Meet the Original Siamese Twins Who Owned Slaves and Had 21 Children

Meet the Original Siamese Twins Who Owned Slaves and Had 21 Children
Carl Samson
November 14, 2017
Conjoined twins have been called “Siamese twins” for a reason: the “first” of their kind hailed from Siam, now Thailand, before moving to the West in pursuit of greener pastures.
They were Chang (left) and Eng (right) Bunker, married to two American sisters and fathers of 21 children.
Chang and Eng were born on May 11, 1811 at a fishing village in the province of Samutsongkram, about 60 miles from Bangkok. Their father was Chinese, while their mother was Chinese-Malay.
At the time of their birth, the midwives attending to their mother were mortified upon seeing a thick, twisted ligament that connected them. They were originally named Jun (Chang) and In (Eng), according to the Daily Mail.
Chang and Eng grew up to be strong boys. They ran, swam, rowed a boat and helped the family sell preserved duck eggs.
Life took a different course for the twins in their teenage years, when a British merchant by the name of Robert Hunter spotted them. Hunter, who initially thought they were “some strange animal,” proposed to bring them to the West for their earning potential as public entertainment.
Chang and Eng’s mother was easily convinced. However, the King of Siam, Rama III, was reluctant. It took five years and the help of an American sea captain, Abel Coffin, to persuade him.
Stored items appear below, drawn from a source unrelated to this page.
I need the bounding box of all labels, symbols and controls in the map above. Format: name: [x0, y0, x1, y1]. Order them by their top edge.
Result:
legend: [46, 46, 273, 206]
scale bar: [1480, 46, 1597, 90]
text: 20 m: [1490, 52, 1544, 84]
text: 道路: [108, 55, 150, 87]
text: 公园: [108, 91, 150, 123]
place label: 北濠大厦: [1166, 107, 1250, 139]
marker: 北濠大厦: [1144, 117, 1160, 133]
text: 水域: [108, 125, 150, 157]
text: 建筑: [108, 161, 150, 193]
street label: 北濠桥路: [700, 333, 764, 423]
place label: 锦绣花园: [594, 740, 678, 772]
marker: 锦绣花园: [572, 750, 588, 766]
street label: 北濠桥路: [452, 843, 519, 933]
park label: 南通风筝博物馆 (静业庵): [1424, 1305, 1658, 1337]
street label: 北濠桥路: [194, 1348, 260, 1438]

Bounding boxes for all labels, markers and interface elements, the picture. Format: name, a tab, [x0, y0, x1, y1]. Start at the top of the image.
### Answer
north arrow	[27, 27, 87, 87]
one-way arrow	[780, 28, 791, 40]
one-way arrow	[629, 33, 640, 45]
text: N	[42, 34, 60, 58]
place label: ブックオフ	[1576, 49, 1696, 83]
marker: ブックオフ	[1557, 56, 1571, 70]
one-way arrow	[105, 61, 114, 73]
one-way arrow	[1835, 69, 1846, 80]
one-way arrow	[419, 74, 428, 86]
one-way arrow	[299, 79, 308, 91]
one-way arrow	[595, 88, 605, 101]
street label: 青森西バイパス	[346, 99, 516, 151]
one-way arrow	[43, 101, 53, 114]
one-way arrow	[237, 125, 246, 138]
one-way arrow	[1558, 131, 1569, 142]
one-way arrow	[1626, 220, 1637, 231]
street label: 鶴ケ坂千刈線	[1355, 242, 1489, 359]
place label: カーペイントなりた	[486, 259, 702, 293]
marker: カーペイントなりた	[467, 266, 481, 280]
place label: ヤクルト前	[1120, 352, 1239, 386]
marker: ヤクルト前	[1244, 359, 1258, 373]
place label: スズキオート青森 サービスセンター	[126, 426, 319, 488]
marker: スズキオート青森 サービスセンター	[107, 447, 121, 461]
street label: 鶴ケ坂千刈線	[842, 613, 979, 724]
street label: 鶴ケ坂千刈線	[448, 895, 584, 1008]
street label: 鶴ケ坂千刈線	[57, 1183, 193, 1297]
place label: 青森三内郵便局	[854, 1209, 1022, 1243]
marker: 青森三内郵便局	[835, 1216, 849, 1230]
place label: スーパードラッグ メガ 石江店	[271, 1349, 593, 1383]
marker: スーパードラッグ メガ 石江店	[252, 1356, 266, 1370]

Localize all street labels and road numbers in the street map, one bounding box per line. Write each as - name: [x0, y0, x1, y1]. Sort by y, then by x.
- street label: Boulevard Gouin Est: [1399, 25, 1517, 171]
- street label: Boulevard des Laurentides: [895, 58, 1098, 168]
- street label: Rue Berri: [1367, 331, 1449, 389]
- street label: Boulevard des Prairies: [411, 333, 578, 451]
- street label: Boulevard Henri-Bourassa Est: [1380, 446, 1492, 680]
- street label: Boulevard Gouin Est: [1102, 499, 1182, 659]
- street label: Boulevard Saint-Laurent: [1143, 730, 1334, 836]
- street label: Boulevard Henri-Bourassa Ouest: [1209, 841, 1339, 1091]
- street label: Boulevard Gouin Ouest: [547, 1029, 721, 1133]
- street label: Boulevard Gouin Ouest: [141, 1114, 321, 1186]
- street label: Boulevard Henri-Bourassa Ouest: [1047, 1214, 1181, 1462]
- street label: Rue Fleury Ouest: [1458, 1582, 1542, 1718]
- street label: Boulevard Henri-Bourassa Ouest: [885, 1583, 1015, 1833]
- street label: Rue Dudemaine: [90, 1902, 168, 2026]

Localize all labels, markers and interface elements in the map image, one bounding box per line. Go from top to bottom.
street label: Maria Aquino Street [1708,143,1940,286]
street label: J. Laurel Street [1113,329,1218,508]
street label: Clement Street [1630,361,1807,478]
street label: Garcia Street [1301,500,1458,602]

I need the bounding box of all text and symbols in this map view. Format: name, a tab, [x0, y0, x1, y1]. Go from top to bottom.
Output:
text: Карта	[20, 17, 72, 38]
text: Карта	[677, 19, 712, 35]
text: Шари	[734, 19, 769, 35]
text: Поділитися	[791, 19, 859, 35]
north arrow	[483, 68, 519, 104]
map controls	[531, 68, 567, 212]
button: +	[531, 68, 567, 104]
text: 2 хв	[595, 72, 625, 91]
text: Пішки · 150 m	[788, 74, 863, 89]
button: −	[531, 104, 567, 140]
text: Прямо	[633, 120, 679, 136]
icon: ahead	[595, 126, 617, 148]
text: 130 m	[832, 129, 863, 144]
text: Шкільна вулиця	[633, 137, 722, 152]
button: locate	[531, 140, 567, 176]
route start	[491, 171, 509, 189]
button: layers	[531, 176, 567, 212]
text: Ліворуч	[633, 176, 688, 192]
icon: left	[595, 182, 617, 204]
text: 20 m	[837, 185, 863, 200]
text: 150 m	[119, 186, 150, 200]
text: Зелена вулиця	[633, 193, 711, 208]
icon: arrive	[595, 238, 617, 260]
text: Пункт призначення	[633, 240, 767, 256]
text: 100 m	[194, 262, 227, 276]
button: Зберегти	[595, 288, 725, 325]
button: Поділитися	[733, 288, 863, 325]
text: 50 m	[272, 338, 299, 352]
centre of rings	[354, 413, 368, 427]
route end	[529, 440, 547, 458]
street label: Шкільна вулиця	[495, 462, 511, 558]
By 1829, the 17-year-old twins found themselves aboard Coffin’s ship for Massachusetts. Their mother received $500 from Hunter and the captain in exchange for her sons for 30 months.
Chang and Eng trained and performed to entertain the public across the United States. They became known as “The Siamese Double Boys” and received a generous compensation from Hunter and Coffin.
They sailed to Britain in 1830 to perform and see doctors, who heard of their story and craved to examine them. They returned to the U.S. healthier and wealthier the following year.
Upon their return, they decided to part ways from Hunter and Coffin and sought their own manager. More educated, they now demanded respect and fought anyone who treated them poorly. They spent the next seven years of their life performing on the road.
Chang and Eng eventually grew tired of their work and wished to lead a quiet life. This came true after they met a young physician from North Carolina, James Calloway, who invited them to return home.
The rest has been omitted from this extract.